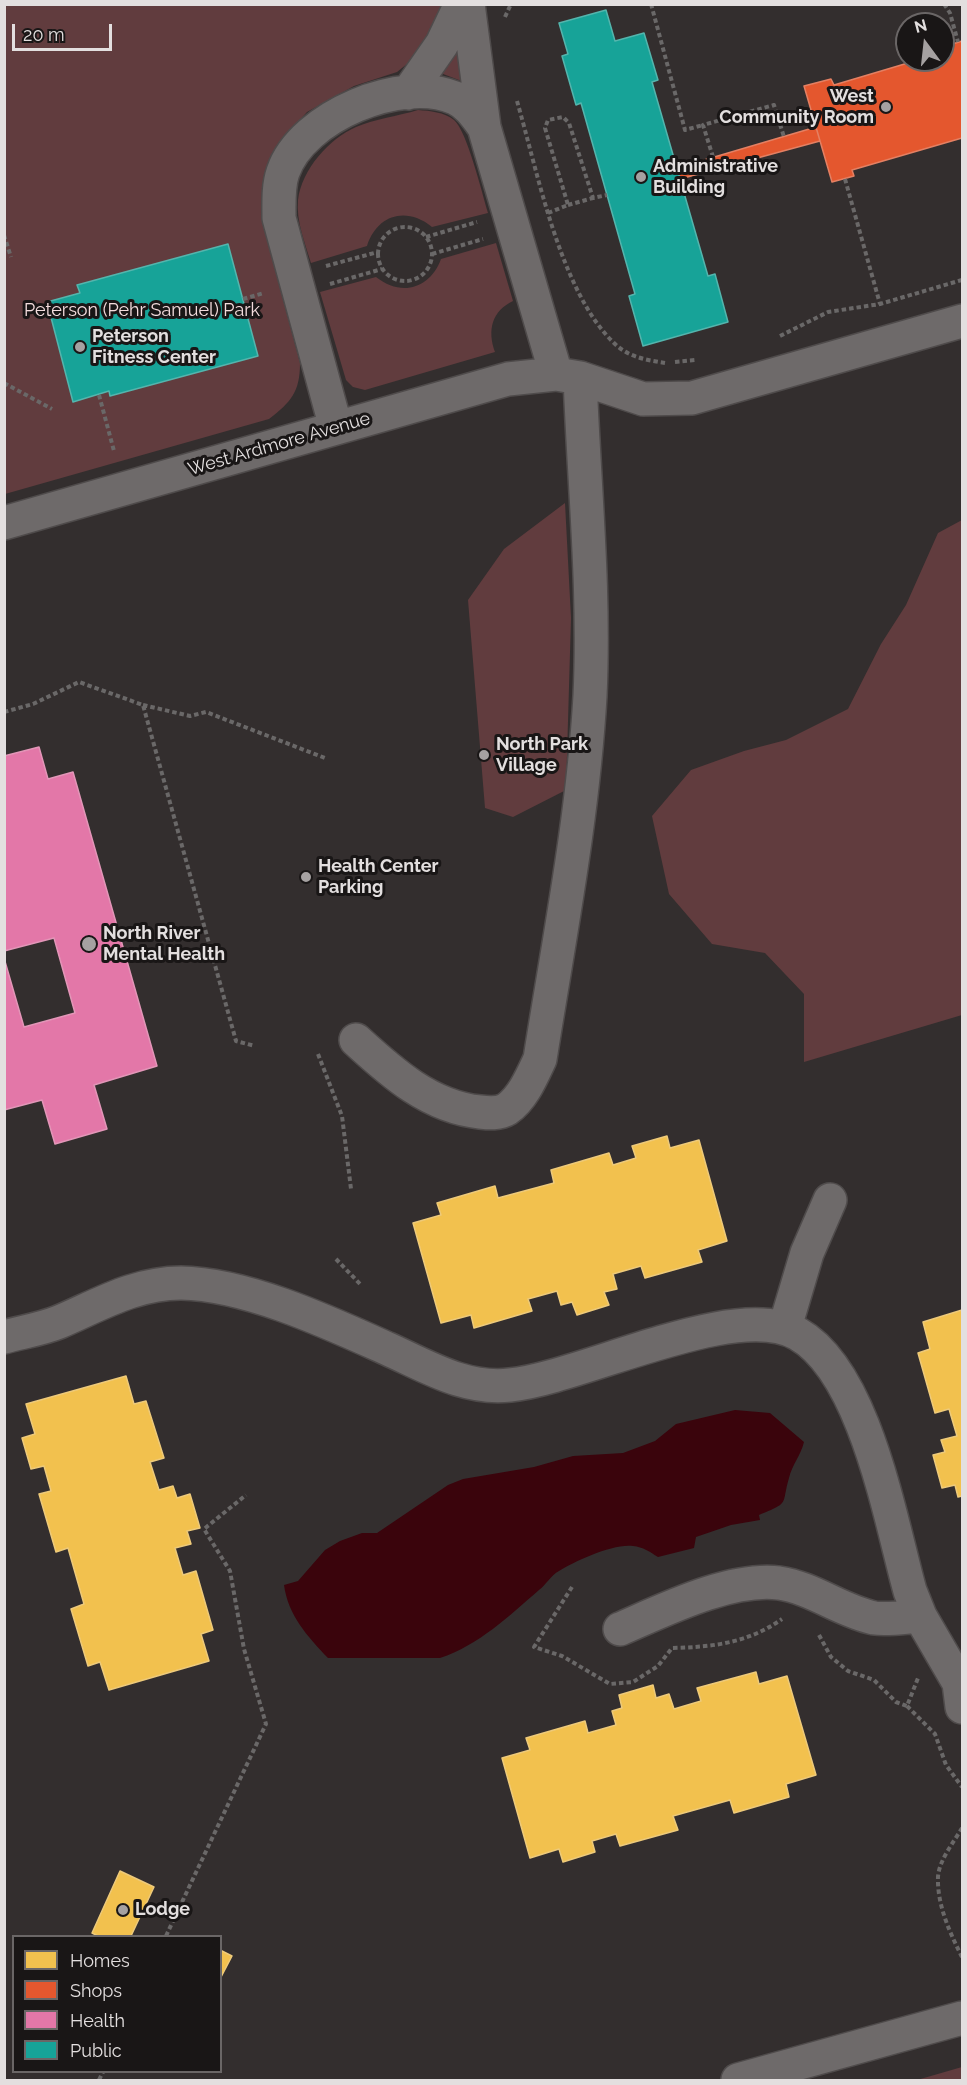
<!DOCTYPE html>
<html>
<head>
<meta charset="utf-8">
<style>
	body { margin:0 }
	#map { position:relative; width:967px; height:2085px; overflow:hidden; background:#332e2e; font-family:Raleway,sans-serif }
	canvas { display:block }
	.frame { position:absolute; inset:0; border:6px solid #e3dfdf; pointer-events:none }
	.legend { position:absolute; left:12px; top:1935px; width:210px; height:138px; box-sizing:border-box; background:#191616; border:2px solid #6a6666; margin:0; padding:8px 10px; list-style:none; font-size:18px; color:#e3dfdf }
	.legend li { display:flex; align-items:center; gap:12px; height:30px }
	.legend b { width:30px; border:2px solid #6a6666 }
	.north { position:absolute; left:895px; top:12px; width:60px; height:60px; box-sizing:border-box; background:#191616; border:2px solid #6a6666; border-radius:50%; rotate:345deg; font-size:16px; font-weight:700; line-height:24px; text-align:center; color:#e3dfdf }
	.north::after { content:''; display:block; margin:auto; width:21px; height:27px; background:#a5a1a1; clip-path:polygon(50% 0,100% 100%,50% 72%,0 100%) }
	.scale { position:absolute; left:12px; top:24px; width:100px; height:27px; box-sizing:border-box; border:3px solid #e3dfdf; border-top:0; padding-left:8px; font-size:18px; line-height:21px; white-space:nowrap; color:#e3dfdf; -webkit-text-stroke:4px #191616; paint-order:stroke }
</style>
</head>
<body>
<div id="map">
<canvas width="967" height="2085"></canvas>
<div class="frame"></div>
<ul class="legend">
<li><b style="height:16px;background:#f2c14e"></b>Homes</li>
<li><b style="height:16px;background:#e4572e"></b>Shops</li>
<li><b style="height:16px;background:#e377a8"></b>Health</li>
<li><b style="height:16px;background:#17a398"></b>Public</li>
</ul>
<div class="north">N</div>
<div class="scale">20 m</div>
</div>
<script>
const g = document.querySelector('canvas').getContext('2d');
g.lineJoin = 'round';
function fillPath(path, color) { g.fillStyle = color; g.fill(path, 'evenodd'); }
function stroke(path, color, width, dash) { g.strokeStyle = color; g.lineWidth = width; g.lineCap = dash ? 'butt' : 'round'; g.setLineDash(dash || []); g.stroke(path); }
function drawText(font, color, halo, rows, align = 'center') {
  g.font = font + ' Raleway,sans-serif'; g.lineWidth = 6; g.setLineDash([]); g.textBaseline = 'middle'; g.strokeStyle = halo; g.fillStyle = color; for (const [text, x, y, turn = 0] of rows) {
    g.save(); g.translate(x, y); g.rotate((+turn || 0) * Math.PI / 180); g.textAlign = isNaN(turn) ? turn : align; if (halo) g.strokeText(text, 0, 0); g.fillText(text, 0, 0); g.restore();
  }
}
fillPath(new Path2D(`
	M4,5h443l-19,42 -31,25 -43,14 -47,26 -22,25 -6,16 -15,75 36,135c0,29 -9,39 -31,56l-264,75z
	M459,33l5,49 -26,-10z
	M418,110c12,1 26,2 36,10 13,11 28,73 34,93l-56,14c-26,-21 -55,-12 -65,19l-56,17c-6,-20 -15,-42 -13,-63 4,-31 31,-61 58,-73 19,-8 42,-11 62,-17z
	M496,243l17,58c-21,10 -26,29 -18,51l-130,38 -12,-3 -7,-7 -26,-88 56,-15c25,20 54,12 65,-18z
	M565,503l6,115 -5,172 -53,27 -28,-9 -17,-208 36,-51z
	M962,520v495l-158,47v-68l-39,-41 -53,-9 -43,-50 -17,-78 39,-46 53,-19 42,-11 62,-31 33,-65 25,-39 32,-72z
	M962,2067v13h-45z`), '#613c3e');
fillPath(new Path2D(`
	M735,1410l35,3 34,29c-3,13 -12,23 -15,36 -8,27 2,24 -30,37l1,5 -29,5 -35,12 -2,11 -36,9c-8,-5 -15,-10 -25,-11 -19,-3 -58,15 -74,25 -8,4 -13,14 -20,19 -30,26 -60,55 -99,68h-112c-21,-22 -40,-43 -44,-73l14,-4 27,-31 15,-9 22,-8h15l71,-48 15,-6 71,-12 39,-11 50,-3 32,-12 21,-17z`), '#3a040c');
const homes = new Path2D(`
	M667,1136l3,12 29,-8 28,101 -29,9 4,12 -57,16 -4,-12 -28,8 4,15 -13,3 5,13 -32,10 -5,-13 -11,3 -4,-14 -29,8 4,12 -58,17 -3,-13 -30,8 -28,-100 28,-8 -4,-12 58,-17 3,12 56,-15 -3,-13 58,-17 4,12 23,-7 -4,-12z
	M962,1310v186l-4,1 -3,-12 -13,3 -9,-33 12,-3 -4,-12 16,-4 -8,-27 -14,4 -17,-60 12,-4 -7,-27z
	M126,1376l8,28 12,-3 18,57 -14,4 9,28 14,-4 4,12 13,-4 10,34 -13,3 4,13 -16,4 8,27 13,-4 17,59 -12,4 8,27 -100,29 -9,-28 -12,4 -17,-57 13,-5 -16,-56 -12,4 -17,-58 12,-3 -7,-25 -13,3 -9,-31 13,-4 -9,-30z
	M756,1672l3,12 28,-8 29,99 -30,9 3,13 -55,16 -4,-13 -57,16 5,14 -58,16 -4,-12 -24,7 3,11 -32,10 -4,-13 -29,9 -28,-100 28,-8 -4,-12 59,-17 3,12 28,-8 -4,-14 10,-3 -3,-13 34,-10 3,13 13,-4 5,15 27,-8 -4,-13z
	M120,1871l34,16 -23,49h-33l-6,-3z
	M220,1950l12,6 -12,23z`);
fillPath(homes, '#f2c14e');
stroke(homes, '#eeca7a', 1.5);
const shops = new Path2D(`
	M962,41v97l-110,32 2,6 -22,6 -28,-96 27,-7 3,6 84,-25h25v-13z
	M816,127l4,14 -140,38 -3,-11z`);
fillPath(shops, '#e4572e');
stroke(shops, '#e48063', 1.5);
const health = new Path2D(`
	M39,747l9,32 25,-7 84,294 -63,19 13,44 -52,15 -13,-44 -38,10v-152l20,69 51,-14 -21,-75 -50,13v-195z`);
fillPath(health, '#e377a8');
stroke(health, '#e396b8', 1.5);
const public = new Path2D(`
	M606,10l9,31 29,-8 14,47 -6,2 56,194 7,-2 13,48 -85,24 -14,-50 6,-2 -54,-191 -5,2 -14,-49 6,-2 -9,-31z
	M228,244l30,112 -148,40 -1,-5 -36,11 -26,-100 33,-9 -3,-8z`);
fillPath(public, '#17a398');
stroke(public, '#54b5ad', 1.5);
const minor = new Path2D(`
	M468,4l16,123
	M408,93l34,-49 19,-40
	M336,428l-57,-210c0,-15 -1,-32 4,-46 19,-56 119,-97 172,-74 13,6 21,18 29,29l72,247
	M4,523l504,-144 48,-5 24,4 63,21 49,-1 270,-77
	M356,1040c36,33 74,67 124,72 9,1 19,2 27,-3 16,-11 25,-33 33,-50 19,-120 43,-241 50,-363 5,-106 -6,-212 -10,-318
	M785,1327l22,-74 23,-53
	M4,1337c18,-5 38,-8 55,-15 40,-17 76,-39 122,-39 65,1 147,39 207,66 40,18 77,41 122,36 72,-7 226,-87 288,-51 67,38 92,185 112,257l10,25 39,67 3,24
	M620,1629c44,-19 110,-52 159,-46 34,5 62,28 95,35 14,2 32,-1 46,-2
	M738,2080l224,-62`);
stroke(minor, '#4f4b4b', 36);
stroke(new Path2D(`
	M651,4l34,126 18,-5
	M944,4l6,9 8,29
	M505,17l6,-13
	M517,101c21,72 43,190 97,242 14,14 32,17 51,20
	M713,157l-10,-32 71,-20 10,32
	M845,179l35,125
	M568,205l25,-7
	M548,213l20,-8 -23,-77 3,-8 15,-3 6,6 24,75 14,-3
	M378 254a27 27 0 1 1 54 0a27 27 0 1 1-54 0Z
	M4,235l7,22
	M426,237l51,-15
	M432,254l51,-15
	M326,266l52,-14
	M330,284l52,-15
	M243,299l21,-6
	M780,336l48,-24 52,-8 82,-24
	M675,362l20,-2
	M4,383l48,26
	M99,395l15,56
	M143,705l47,11 16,-4 119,46
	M4,712l29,-8 46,-22 64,23 93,336 19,5
	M318,1054l24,62 9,73
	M336,1259l25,26
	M572,1587l-38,60 28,9 48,28 23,-2 25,-16 14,-18c41,-1 76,-5 110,-29
	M819,1635l12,22 17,14 26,9 22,22 11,4 11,-28
	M907,1706l28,28 11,31 16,22
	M962,1828c-8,14 -23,32 -24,49 -1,28 12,56 24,80
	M166,1936l100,-212 -22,-75 -14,-78 -26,-42 42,-34
	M99,2080l4,-8`), '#6a6868', 4, [4.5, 3]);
stroke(minor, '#6e6a6a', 33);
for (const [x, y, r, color] of [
	[886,107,6,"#a5a1a1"],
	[641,177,6,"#a5a1a1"],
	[80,347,6,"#a5a1a1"],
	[484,755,6,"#a5a1a1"],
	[306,877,6,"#a5a1a1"],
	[89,944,8,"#a5a1a1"],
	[123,1910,6,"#a5a1a1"]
]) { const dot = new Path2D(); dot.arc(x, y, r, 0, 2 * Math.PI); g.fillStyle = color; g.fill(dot); stroke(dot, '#191616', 2); }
drawText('bold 18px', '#e3dfdf', '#191616', [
	["West",874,97,"right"],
	["Community Room",874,118,"right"],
	["Administrative",653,167],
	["Building",653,188],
	["Peterson",92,337],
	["Fitness Center",92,358],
	["North Park",496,745],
	["Village",496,766],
	["Health Center",318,867],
	["Parking",318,888],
	["North River",103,934],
	["Mental Health",103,955],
	["Lodge",135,1910]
], 'left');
drawText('18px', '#f3dcdd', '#191616', [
	["Peterson (Pehr Samuel) Park",142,311]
]);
drawText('18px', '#e3dfdf', '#191616', [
	["West Ardmore Avenue",279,444,-16]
]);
</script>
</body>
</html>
----------
REQUIREMENT:
Every line of the data that holds "rows" should be counted, and only the total given.

TASK RESPONSE:
2